**INFORMATION PROVIDED**.
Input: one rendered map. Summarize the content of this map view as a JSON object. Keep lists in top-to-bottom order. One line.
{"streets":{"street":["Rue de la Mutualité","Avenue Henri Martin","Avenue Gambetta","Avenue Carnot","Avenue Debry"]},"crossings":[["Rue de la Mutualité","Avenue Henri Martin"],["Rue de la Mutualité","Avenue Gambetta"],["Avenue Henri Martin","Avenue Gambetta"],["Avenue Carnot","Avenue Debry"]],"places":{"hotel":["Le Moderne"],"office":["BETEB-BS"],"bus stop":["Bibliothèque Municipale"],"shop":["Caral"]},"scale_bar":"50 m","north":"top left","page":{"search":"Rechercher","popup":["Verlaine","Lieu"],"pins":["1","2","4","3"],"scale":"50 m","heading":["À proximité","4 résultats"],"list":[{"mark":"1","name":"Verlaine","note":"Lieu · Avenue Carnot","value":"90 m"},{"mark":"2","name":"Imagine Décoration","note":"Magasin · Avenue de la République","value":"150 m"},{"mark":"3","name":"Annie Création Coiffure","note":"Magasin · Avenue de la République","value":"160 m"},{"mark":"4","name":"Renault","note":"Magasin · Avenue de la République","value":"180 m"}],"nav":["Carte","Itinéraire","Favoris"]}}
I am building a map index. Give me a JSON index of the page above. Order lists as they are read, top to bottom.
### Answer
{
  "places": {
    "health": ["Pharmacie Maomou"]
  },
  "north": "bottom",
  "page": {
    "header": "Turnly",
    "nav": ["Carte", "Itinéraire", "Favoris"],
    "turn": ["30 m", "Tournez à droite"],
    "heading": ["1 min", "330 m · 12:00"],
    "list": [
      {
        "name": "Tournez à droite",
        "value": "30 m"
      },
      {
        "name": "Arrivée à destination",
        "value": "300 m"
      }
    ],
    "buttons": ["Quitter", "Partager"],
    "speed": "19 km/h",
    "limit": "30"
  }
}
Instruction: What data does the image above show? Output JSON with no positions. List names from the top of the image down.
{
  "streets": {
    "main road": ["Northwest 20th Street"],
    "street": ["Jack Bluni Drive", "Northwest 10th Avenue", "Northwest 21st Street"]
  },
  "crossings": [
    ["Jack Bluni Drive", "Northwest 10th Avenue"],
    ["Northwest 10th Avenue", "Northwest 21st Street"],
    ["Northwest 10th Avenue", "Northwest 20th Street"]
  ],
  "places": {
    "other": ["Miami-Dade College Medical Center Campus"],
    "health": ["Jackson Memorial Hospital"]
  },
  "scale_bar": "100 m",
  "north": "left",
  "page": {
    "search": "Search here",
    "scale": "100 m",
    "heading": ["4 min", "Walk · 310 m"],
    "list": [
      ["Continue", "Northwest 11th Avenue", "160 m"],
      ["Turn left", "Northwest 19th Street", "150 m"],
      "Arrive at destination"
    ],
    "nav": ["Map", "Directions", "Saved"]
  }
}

**TASK DESCRIPTION**.
Reproduce each record exactly, leaving nothing out.

**EXERCISE RESULT**.
Input: one rendered map. Summarize the content of this map view as a JSON object. Keep lists in top-to-bottom order. One line.
{"streets":{"street":["Rue de la Mutualité","Avenue Henri Martin","Avenue Gambetta","Avenue Carnot","Avenue Debry"]},"crossings":[["Rue de la Mutualité","Avenue Henri Martin"],["Rue de la Mutualité","Avenue Gambetta"],["Avenue Henri Martin","Avenue Gambetta"],["Avenue Carnot","Avenue Debry"]],"places":{"hotel":["Le Moderne"],"office":["BETEB-BS"],"bus stop":["Bibliothèque Municipale"],"shop":["Caral"]},"scale_bar":"50 m","north":"top left","page":{"search":"Rechercher","popup":["Verlaine","Lieu"],"pins":["1","2","4","3"],"scale":"50 m","heading":["À proximité","4 résultats"],"list":[{"mark":"1","name":"Verlaine","note":"Lieu · Avenue Carnot","value":"90 m"},{"mark":"2","name":"Imagine Décoration","note":"Magasin · Avenue de la République","value":"150 m"},{"mark":"3","name":"Annie Création Coiffure","note":"Magasin · Avenue de la République","value":"160 m"},{"mark":"4","name":"Renault","note":"Magasin · Avenue de la République","value":"180 m"}],"nav":["Carte","Itinéraire","Favoris"]}}
I am building a map index. Give me a JSON index of the page above. Order lists as they are read, top to bottom.
### Answer
{
  "places": {
    "health": ["Pharmacie Maomou"]
  },
  "north": "bottom",
  "page": {
    "header": "Turnly",
    "nav": ["Carte", "Itinéraire", "Favoris"],
    "turn": ["30 m", "Tournez à droite"],
    "heading": ["1 min", "330 m · 12:00"],
    "list": [
      {
        "name": "Tournez à droite",
        "value": "30 m"
      },
      {
        "name": "Arrivée à destination",
        "value": "300 m"
      }
    ],
    "buttons": ["Quitter", "Partager"],
    "speed": "19 km/h",
    "limit": "30"
  }
}
Instruction: What data does the image above show? Output JSON with no positions. List names from the top of the image down.
{
  "streets": {
    "main road": ["Northwest 20th Street"],
    "street": ["Jack Bluni Drive", "Northwest 10th Avenue", "Northwest 21st Street"]
  },
  "crossings": [
    ["Jack Bluni Drive", "Northwest 10th Avenue"],
    ["Northwest 10th Avenue", "Northwest 21st Street"],
    ["Northwest 10th Avenue", "Northwest 20th Street"]
  ],
  "places": {
    "other": ["Miami-Dade College Medical Center Campus"],
    "health": ["Jackson Memorial Hospital"]
  },
  "scale_bar": "100 m",
  "north": "left",
  "page": {
    "search": "Search here",
    "scale": "100 m",
    "heading": ["4 min", "Walk · 310 m"],
    "list": [
      ["Continue", "Northwest 11th Avenue", "160 m"],
      ["Turn left", "Northwest 19th Street", "150 m"],
      "Arrive at destination"
    ],
    "nav": ["Map", "Directions", "Saved"]
  }
}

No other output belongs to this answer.